政治に違和感があるのは、政治家たちもまた、正解を求めているように見えるというところです。

この問題とこの問題とこの問題を解決します。そうすればこの国はもっと良くなるはずです。この問題がすべての諸悪の根源です。政治の力でこれを正します。

そのときそのときの政治の主流とか、歴史、外交、トップの好みとかいろいろ都合もあるんだろうけど、国にお金がなきゃ困るのはある程度事実で、政治って国単位のビジネスのような雰囲気すらある。

ビジネスとしての国家形成、商売としての政治。強い国を作り、世界で活躍するための国作り、それがひいては国民の豊かさに繋がるというロジック。
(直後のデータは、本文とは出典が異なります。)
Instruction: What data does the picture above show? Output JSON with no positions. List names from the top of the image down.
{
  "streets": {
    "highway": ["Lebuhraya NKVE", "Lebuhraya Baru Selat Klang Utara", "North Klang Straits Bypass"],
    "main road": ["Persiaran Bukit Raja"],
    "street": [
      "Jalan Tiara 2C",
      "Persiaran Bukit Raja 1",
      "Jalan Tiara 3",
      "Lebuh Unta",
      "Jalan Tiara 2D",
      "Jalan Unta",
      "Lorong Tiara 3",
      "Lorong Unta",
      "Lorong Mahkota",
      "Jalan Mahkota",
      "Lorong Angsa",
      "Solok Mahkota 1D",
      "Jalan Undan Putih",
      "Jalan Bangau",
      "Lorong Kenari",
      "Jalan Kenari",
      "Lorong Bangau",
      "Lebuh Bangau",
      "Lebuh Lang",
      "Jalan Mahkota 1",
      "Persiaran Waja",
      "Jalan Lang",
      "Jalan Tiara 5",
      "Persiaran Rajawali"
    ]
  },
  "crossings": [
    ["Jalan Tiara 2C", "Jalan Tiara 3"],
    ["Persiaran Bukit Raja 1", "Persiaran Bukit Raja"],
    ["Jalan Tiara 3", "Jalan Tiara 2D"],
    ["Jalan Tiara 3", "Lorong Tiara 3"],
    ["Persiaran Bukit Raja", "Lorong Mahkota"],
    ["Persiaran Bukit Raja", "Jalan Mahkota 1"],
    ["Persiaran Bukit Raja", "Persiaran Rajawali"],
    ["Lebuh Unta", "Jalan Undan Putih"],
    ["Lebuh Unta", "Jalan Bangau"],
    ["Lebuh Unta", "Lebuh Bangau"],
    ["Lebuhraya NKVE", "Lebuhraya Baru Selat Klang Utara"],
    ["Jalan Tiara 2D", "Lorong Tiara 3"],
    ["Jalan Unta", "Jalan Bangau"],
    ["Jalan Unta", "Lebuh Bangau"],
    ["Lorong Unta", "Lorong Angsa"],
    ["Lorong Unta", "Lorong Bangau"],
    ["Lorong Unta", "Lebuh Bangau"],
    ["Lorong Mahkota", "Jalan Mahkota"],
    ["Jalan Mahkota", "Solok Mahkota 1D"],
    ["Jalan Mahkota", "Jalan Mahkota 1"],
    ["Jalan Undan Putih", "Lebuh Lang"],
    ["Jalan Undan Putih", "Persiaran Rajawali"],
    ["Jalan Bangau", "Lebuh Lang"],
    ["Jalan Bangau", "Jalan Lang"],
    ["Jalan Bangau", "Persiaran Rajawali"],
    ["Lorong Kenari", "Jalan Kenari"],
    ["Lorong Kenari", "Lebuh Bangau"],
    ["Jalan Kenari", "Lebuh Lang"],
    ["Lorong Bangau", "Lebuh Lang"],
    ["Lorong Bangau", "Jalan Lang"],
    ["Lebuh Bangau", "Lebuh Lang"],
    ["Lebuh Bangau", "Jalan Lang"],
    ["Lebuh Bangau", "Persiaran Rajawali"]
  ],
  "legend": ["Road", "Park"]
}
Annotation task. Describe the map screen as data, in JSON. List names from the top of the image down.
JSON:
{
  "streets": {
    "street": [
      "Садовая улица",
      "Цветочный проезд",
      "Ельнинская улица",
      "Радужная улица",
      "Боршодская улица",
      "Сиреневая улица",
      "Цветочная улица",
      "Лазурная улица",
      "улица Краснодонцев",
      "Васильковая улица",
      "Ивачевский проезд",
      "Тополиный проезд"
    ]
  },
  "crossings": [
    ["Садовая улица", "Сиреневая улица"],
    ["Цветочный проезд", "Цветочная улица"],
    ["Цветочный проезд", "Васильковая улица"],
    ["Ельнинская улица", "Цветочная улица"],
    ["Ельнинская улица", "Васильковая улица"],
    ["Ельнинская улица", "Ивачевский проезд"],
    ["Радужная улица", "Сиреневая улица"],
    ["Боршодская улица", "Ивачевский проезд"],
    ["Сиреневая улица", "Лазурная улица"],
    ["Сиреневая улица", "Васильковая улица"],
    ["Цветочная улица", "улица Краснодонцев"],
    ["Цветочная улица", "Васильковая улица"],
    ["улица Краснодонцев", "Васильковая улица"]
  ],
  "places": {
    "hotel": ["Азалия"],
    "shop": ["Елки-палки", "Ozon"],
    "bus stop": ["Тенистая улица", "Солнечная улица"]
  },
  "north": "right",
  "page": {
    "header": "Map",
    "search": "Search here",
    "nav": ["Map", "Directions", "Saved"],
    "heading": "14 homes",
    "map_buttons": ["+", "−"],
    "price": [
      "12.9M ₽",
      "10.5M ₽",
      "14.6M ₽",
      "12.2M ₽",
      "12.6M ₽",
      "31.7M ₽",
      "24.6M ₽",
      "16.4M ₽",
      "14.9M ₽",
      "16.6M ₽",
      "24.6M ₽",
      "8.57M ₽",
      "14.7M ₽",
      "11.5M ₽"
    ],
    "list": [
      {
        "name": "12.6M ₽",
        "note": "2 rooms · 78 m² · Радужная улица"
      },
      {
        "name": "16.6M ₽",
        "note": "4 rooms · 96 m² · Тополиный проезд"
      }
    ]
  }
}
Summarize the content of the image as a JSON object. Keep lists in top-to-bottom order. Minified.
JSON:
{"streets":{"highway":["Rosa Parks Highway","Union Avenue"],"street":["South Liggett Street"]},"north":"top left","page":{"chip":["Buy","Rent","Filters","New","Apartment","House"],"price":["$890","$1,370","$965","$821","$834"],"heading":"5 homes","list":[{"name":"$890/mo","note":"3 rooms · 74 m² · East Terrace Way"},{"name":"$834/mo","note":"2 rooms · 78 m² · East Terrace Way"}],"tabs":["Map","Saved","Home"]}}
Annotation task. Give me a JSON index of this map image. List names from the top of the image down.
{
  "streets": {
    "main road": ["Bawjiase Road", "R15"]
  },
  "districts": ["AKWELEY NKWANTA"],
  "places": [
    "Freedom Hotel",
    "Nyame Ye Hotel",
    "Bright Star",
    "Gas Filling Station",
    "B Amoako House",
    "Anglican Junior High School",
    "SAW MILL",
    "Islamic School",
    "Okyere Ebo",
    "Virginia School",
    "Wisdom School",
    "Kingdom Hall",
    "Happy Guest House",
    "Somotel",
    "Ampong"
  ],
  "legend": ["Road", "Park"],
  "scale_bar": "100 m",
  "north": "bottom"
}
でも僕は思う。やっぱり正しさを求めても僕らは幸せにはならない。だって正解を目指すというのは反対に言えば「間違いを犯さない」ということで、正解に近づけば近づくほど、それ以外が間違いになっちゃうから。

もちろん、あくまで国民も政治家もそれぞれの正解を求めているように見えるというだけの話で、実際はどうか分からない。というか少なくとも政治家はあくまで民主主義の精神に則り「妥協点を探している」はず。

正解を求めるのは何が何でも我を通したい僕たち一般国民の方で、僕らがそんなだから相互作用的に国の代表者たちも何らかの正義を標ぼうしなければならないという感じ、なのかな。票を集めるためにはやっぱり何らかの正義が必要だもんな。

ともかく、ここでは国民に引きずられて、政治家もまた正解を求めているという体で話を続けてみようと思います。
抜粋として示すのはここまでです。